Using different models of a text corpus

CitableTextCorpus

The base model of a text corpus is the CitableTextCorpus: a citable, human-readable series of text passages.

using CitableBase, CitableCorpus
corpusurl = "https://raw.githubusercontent.com/neelsmith/CitableCorpusAnalysis.jl/dev/test/data/gettysburg/gettysburgcorpus.cex"
corpus = fromcex(corpusurl, CitableTextCorpus, UrlReader)
Corpus with 20 citable passages in 5 documents.

TextAnalysis.Corpus

You can convert this to the Corpus model of Julia's TextAnalysis module.

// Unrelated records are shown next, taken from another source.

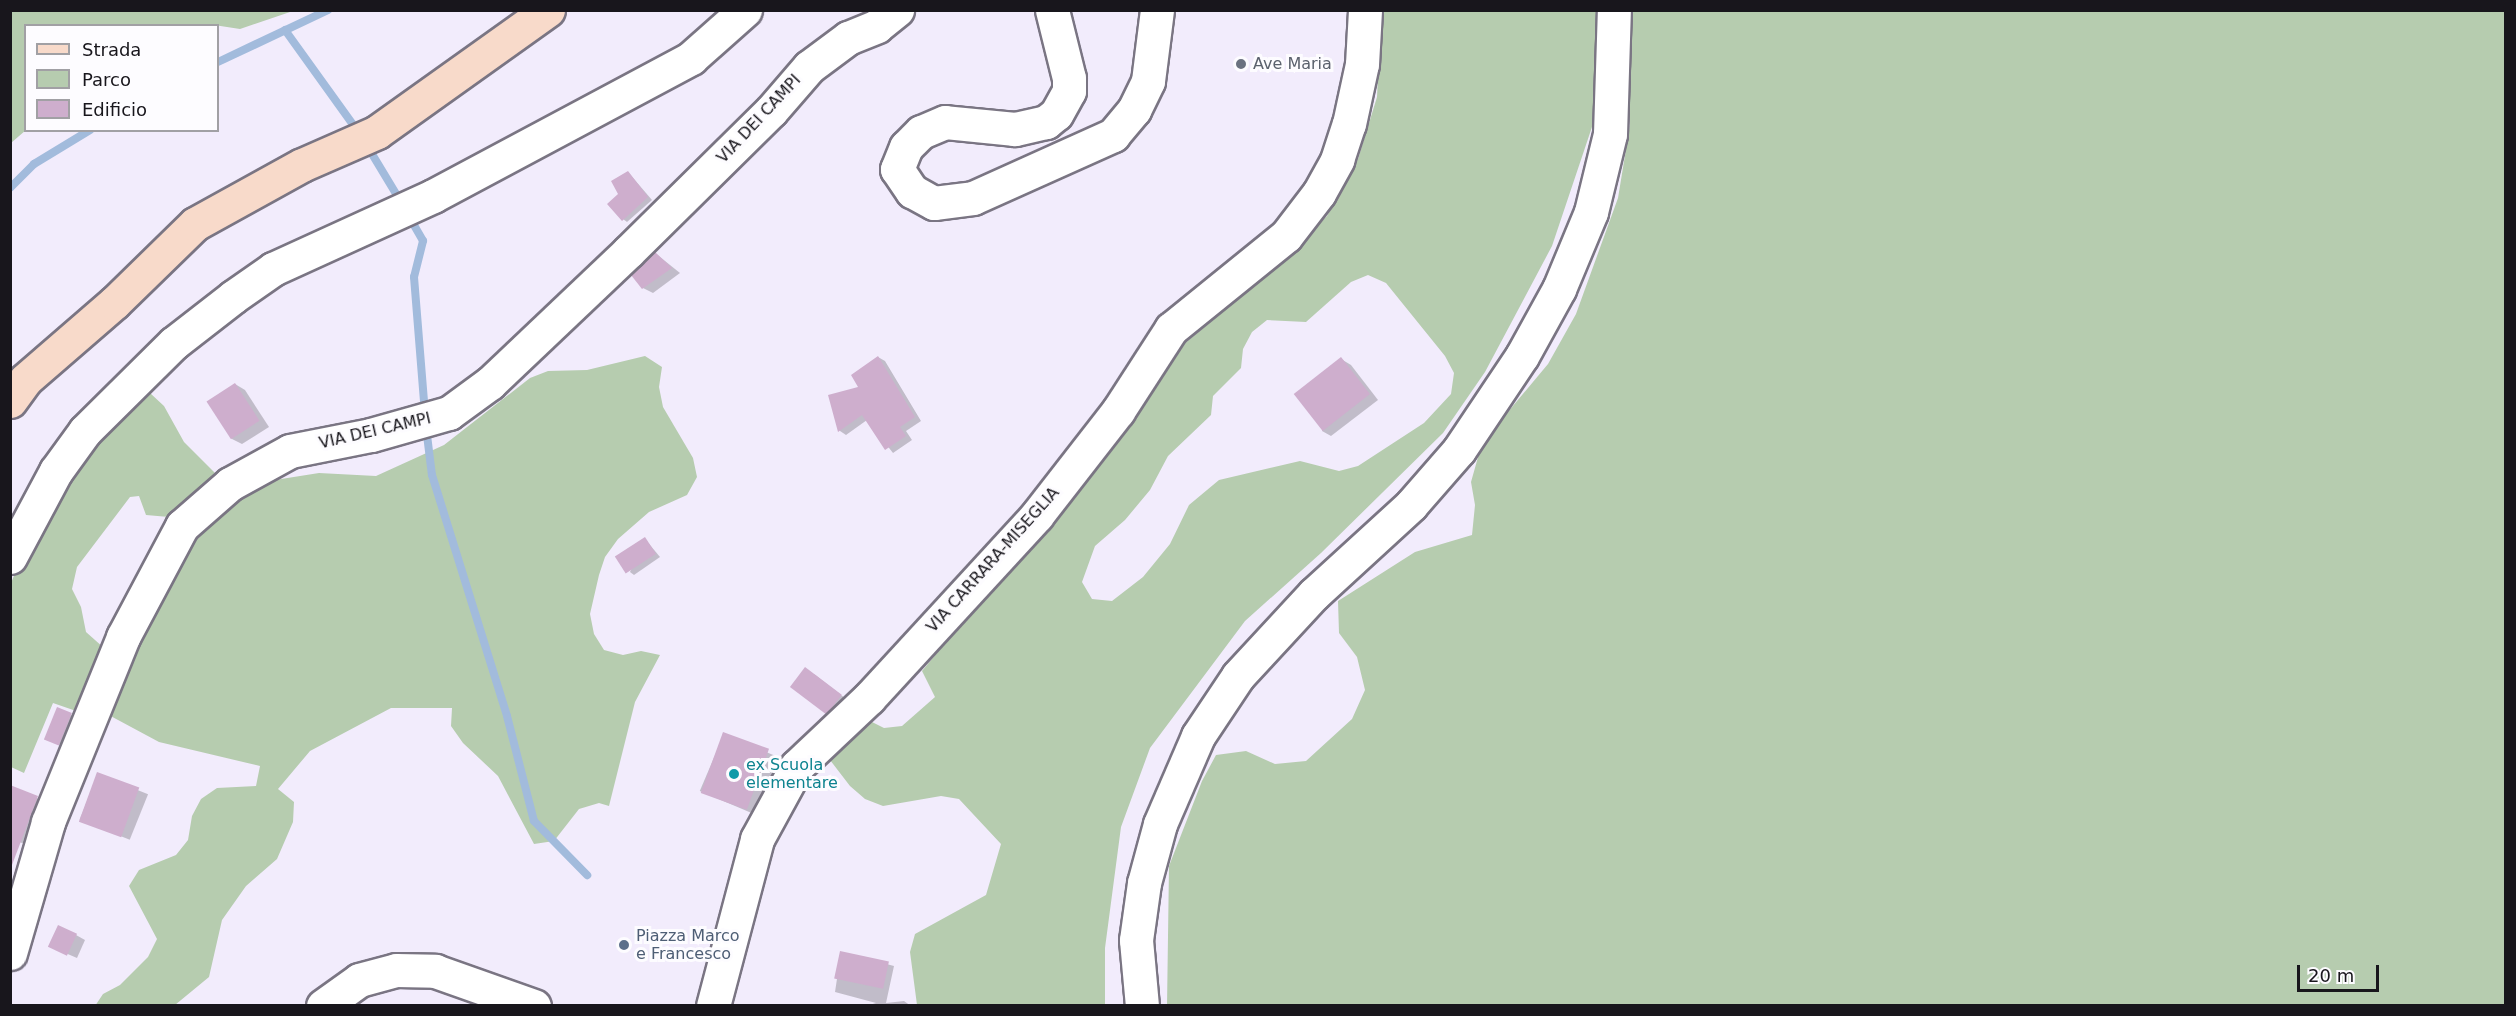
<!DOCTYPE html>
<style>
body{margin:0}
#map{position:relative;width:2516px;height:1016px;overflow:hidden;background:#f2ecfc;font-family:"DejaVu Sans",sans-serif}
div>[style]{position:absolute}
.green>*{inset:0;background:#b6ccaf}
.shadow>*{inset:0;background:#0003;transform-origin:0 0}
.stream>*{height:8px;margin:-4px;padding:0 4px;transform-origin:4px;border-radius:4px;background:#a2bbdc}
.building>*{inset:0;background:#ceaecd;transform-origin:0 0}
.roads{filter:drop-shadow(2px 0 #7a7583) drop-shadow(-2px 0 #7a7583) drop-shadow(0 2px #7a7583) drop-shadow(0 -2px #7a7583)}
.minor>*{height:33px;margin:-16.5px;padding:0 16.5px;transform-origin:16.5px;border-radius:16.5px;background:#fff}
.major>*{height:33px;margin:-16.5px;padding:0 16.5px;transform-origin:16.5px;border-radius:16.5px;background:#f8daca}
.dots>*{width:16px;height:16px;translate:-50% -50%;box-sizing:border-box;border:3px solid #fdfcff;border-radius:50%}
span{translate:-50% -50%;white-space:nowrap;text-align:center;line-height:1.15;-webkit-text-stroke:6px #fdfcff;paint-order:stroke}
.worship-label{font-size:16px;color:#5b616d}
.left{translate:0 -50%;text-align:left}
.street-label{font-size:16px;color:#18161c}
.culture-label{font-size:16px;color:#0d838f}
.service-label{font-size:16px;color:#4e5e75}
.frame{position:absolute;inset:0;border:12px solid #18161c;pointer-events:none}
.legend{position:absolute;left:24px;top:24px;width:195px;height:108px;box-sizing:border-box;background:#fdfcff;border:2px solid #a1a0a4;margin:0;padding:8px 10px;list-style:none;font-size:18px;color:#18161c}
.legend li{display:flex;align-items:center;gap:12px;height:30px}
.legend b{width:30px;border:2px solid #a1a0a4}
.scale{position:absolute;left:2297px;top:965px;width:82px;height:27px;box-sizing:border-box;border:3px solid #18161c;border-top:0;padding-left:8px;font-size:18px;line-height:21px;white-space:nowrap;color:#18161c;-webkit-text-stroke:4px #fdfcff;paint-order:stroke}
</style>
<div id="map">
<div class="green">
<div style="clip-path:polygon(11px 10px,293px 10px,293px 11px,240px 29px,214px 25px,26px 26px,26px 130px,11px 143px)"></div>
<div style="clip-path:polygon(evenodd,1381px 11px,1596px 11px,1593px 124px,1552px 246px,1485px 372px,1443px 433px,1321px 553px,1245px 621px,1150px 748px,1121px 827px,1105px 948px,1105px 1005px,917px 1005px,910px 952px,915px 934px,986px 895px,1001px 844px,959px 799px,941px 796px,883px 806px,865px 799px,850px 786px,830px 760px,868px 720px,884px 728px,902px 726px,935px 697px,922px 671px,1055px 511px,1184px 344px,1269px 273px,1327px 216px,1358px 159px,1377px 97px,1381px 11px,1368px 275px,1386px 283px,1445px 356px,1454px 373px,1451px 394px,1424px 423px,1358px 466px,1339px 471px,1300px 461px,1219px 480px,1189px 505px,1170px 544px,1143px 577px,1112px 601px,1092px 599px,1082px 582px,1095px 546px,1125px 520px,1150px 490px,1168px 456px,1211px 415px,1213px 396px,1241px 368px,1243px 349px,1252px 332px,1267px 320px,1306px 322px,1351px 282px,1368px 275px)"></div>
<div style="clip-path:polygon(1626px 11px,2505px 11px,2505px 1005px,1167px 1006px,1169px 866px,1202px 781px,1216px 755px,1246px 751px,1275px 764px,1306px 761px,1352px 719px,1365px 690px,1357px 657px,1339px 633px,1338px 601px,1415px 552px,1472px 535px,1475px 505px,1471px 482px,1482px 443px,1548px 364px,1576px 314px,1618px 198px,1630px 125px)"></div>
<div style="clip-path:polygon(645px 356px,662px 367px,659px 387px,663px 407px,693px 458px,697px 477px,687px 495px,649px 512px,618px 539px,605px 557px,599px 575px,590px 614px,594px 634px,604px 650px,623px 655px,641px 651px,660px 655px,635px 702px,609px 806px,599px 803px,579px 809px,554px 841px,534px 844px,498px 776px,463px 743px,451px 726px,452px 708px,391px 708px,310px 751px,278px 789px,294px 802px,293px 822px,277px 859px,246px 886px,222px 920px,209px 977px,175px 1005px,95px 1006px,103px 994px,120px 985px,148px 957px,157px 939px,129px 886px,139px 870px,176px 855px,188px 840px,192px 816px,201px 799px,217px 788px,256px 786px,260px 766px,159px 742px,105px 713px,168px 577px,199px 532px,256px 483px,319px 473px,376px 476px,444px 445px,530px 378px,548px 371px,587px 370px)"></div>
<div style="clip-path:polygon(150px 393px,164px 406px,184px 442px,215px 473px,169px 517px,146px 515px,139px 496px,130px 497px,77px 567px,72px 589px,81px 607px,86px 632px,104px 648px,79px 712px,53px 703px,24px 773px,11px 767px,11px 583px,33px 529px,128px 399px)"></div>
</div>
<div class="shadow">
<div style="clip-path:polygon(628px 172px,652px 200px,627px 222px,623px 219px,620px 194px)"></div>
<div style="clip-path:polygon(655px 253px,680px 273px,653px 293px,643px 288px)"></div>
<div style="clip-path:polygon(878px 357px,885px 361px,921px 421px,906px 431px,912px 440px,893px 453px,867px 420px,846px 435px,840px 431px,830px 396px,860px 388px)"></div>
<div style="clip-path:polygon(1341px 359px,1351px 365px,1378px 400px,1331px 436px,1322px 431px)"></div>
<div style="clip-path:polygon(235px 384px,245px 390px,269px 427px,242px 444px,232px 439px)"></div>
<div style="clip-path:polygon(645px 539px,660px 557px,634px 575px,630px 572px)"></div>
<div style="clip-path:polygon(814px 674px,850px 702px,836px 717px,827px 711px)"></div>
<div style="clip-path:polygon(71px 715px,75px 717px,63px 746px,49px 740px)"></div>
<div style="left:724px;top:734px;width:69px;height:62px;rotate:23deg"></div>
<div style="left:98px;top:774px;width:54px;height:49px;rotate:22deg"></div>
<div style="clip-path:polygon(15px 789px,46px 802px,31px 846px,10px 839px)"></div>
<div style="clip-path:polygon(76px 935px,85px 940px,77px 958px,49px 946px)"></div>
<div style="clip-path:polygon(841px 952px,894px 966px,886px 1003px,904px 1001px,911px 1006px,866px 1006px,876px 1003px,835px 992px)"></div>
</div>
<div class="stream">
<div style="left:285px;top:30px;width:127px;rotate:54.3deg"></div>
<div style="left:218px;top:62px;width:122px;rotate:-25.3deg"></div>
<div style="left:366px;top:144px;width:68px;rotate:58.9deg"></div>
<div style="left:10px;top:188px;width:34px;rotate:-45deg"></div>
<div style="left:34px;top:164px;width:66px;rotate:-31.3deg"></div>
<div style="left:407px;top:213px;width:32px;rotate:60deg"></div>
<div style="left:423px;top:241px;width:37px;rotate:104deg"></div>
<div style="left:414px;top:277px;width:137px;rotate:85.4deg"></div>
<div style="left:426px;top:427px;width:48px;rotate:82.9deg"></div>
<div style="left:432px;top:475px;width:252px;rotate:72.7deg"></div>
<div style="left:507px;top:716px;width:108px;rotate:75.6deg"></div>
<div style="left:534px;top:821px;width:76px;rotate:45.5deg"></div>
</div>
<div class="building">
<div style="clip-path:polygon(628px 171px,648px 197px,622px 221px,607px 204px,618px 194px,611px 181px)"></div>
<div style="clip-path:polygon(655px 252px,672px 268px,642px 289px,631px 275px)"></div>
<div style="clip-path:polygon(878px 356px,915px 417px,900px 427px,906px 436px,885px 450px,862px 415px,838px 432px,828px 395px,858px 387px,851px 375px)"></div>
<div style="left:1341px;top:357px;width:47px;height:60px;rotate:52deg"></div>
<div style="left:235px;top:383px;width:45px;height:34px;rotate:57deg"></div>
<div style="left:645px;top:537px;width:20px;height:36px;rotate:57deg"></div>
<div style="left:805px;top:667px;width:46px;height:25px;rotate:37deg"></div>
<div style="left:57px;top:707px;width:16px;height:35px;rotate:22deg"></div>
<div style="left:723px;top:732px;width:49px;height:65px;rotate:20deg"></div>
<div style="left:97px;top:772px;width:45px;height:53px;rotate:20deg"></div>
<div style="clip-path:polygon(10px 785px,38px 796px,12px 865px,10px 865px)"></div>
<div style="left:58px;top:925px;width:21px;height:24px;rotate:25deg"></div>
<div style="left:840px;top:951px;width:50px;height:28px;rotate:12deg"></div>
</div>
<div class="roads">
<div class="minor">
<div style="left:1052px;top:10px;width:70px;rotate:76deg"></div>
<div style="left:1069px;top:78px;width:13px;rotate:90deg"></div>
<div style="left:1069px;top:91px;width:26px;rotate:119deg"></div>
<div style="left:1056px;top:114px;width:13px;rotate:141deg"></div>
<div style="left:1046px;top:122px;width:32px;rotate:167deg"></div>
<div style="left:1015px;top:129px;width:70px;rotate:-174.3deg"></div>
<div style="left:945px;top:122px;width:26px;rotate:157deg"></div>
<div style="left:921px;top:132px;width:21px;rotate:135deg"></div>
<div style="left:906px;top:147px;width:24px;rotate:112deg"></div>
<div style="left:897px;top:169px;width:27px;rotate:56deg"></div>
<div style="left:912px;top:191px;width:25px;rotate:29deg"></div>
<div style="left:934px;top:203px;width:39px;rotate:-7deg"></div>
<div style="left:973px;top:198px;width:154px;rotate:-24.2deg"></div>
<div style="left:1113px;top:135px;width:33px;rotate:-50deg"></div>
<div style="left:1134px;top:110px;width:32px;rotate:-64deg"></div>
<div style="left:1148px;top:81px;width:72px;rotate:-82.8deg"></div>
<div style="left:10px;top:557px;width:98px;rotate:-61.9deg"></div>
<div style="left:56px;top:471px;width:49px;rotate:-54.1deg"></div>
<div style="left:85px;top:431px;width:125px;rotate:-44.7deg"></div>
<div style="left:174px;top:343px;width:75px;rotate:-37.9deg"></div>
<div style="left:233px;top:297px;width:49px;rotate:-35deg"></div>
<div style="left:273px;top:269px;width:176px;rotate:-24.5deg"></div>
<div style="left:433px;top:196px;width:293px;rotate:-28.1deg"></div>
<div style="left:691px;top:58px;width:72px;rotate:-41.6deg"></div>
<div style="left:10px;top:953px;width:136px;rotate:-73.8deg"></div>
<div style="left:48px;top:822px;width:200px;rotate:-67.9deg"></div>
<div style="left:123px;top:637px;width:126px;rotate:-62deg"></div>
<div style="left:182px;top:526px;width:64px;rotate:-41.2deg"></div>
<div style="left:230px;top:484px;width:68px;rotate:-28.8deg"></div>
<div style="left:290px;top:451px;width:83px;rotate:-11.2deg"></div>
<div style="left:371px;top:435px;width:81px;rotate:-15.8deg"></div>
<div style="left:449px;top:413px;width:51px;rotate:-36.2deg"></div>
<div style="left:490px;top:383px;width:190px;rotate:-43.5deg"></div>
<div style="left:628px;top:252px;width:201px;rotate:-44.6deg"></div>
<div style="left:771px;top:111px;width:58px;rotate:-49.2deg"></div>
<div style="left:809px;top:67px;width:49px;rotate:-36.6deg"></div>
<div style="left:848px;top:38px;width:31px;rotate:-22deg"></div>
<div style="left:877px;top:26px;width:26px;rotate:-39deg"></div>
<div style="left:323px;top:1006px;width:44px;rotate:-35.8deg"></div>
<div style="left:359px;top:980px;width:38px;rotate:-15deg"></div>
<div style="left:396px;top:970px;width:39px;rotate:1deg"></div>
<div style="left:435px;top:971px;width:105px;rotate:19.5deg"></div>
<div style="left:713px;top:1006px;width:173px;rotate:-75.2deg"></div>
<div style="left:757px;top:839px;width:83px;rotate:-61.3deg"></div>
<div style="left:797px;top:766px;width:99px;rotate:-43.4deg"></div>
<div style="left:869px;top:698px;width:248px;rotate:-47.4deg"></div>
<div style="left:1037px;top:515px;width:132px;rotate:-52.1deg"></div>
<div style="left:1118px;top:411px;width:98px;rotate:-57.1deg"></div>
<div style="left:1171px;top:329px;width:148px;rotate:-39deg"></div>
<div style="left:1286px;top:236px;width:54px;rotate:-52.5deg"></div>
<div style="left:1319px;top:193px;width:38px;rotate:-61deg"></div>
<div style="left:1337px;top:160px;width:38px;rotate:-72deg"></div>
<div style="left:1349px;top:124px;width:61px;rotate:-77.8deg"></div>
<div style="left:1362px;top:64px;width:54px;rotate:-86.8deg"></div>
<div style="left:1142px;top:1006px;width:66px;rotate:-95.2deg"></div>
<div style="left:1136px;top:940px;width:58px;rotate:-82deg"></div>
<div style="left:1144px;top:883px;width:61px;rotate:-74.8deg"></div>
<div style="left:1160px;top:824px;width:96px;rotate:-66.6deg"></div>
<div style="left:1198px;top:736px;width:72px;rotate:-56.3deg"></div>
<div style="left:1238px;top:676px;width:112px;rotate:-47.2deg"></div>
<div style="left:1314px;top:594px;width:132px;rotate:-42.5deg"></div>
<div style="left:1411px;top:505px;width:73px;rotate:-48.9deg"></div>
<div style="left:1459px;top:450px;width:113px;rotate:-56.2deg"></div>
<div style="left:1522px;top:356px;width:77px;rotate:-61.1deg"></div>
<div style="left:1559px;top:289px;width:83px;rotate:-67.4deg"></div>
<div style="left:1591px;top:212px;width:80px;rotate:-76.3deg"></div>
<div style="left:1610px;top:134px;width:124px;rotate:-88.2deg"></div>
</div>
<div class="major">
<div style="left:10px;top:401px;width:26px;rotate:-54deg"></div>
<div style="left:25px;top:380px;width:118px;rotate:-40.9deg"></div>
<div style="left:114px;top:303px;width:113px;rotate:-44.3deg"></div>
<div style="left:195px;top:224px;width:122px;rotate:-28.9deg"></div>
<div style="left:302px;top:165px;width:82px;rotate:-23.7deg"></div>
<div style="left:377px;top:132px;width:210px;rotate:-35.5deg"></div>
</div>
</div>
<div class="dots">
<div style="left:1241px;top:64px;background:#6b7280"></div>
<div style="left:734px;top:774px;background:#0f9aa8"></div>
<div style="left:624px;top:945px;background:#5c6f8a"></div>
</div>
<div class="worship-label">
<span class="left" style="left:1253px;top:64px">Ave Maria</span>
</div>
<div class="street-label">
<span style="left:759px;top:119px;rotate:-47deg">VIA DEI CAMPI</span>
<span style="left:375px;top:431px;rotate:-13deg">VIA DEI CAMPI</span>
<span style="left:993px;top:560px;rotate:-48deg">VIA CARRARA-MISEGLIA</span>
</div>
<div class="culture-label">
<span class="left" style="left:746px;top:774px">ex Scuola<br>elementare</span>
</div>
<div class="service-label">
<span class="left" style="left:636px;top:945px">Piazza Marco<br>e Francesco</span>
</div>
<div class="frame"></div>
<ul class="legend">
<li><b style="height:8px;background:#f8daca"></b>Strada</li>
<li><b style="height:16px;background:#b6ccaf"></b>Parco</li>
<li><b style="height:16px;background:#ceaecd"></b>Edificio</li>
</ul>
<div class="scale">20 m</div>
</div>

using CitableCorpusAnalysis
ta_corp = tacorpus(corpus)
A Corpus with 20 documents:
 * 20 StringDocument's
 * 0 FileDocument's
 * 0 TokenDocument's
 * 0 NGramDocument's

Corpus's lexicon contains 0 tokens
Corpus's index contains 0 tokens

The TextAnalysis module has a variety of functions for basic metrics on a text, and for corpora in English, includes more advanced tools for tokenizing, tagging for part of speech, and working with neural models. See the documentation for TextAnalysis.Corpus.

Tokenization

If the assumptions of TextAnalysis (oriented towards English) are not appropriate for your corpus, you can sometimes work around this by preprocessing your original CitableCorpus. E.g, by creating a tokenized corpus that takes account of a specified orthography, and using this as the source for a TextAnalysis.Corpus, you can protect your corpus from naive assumptions about tokenization.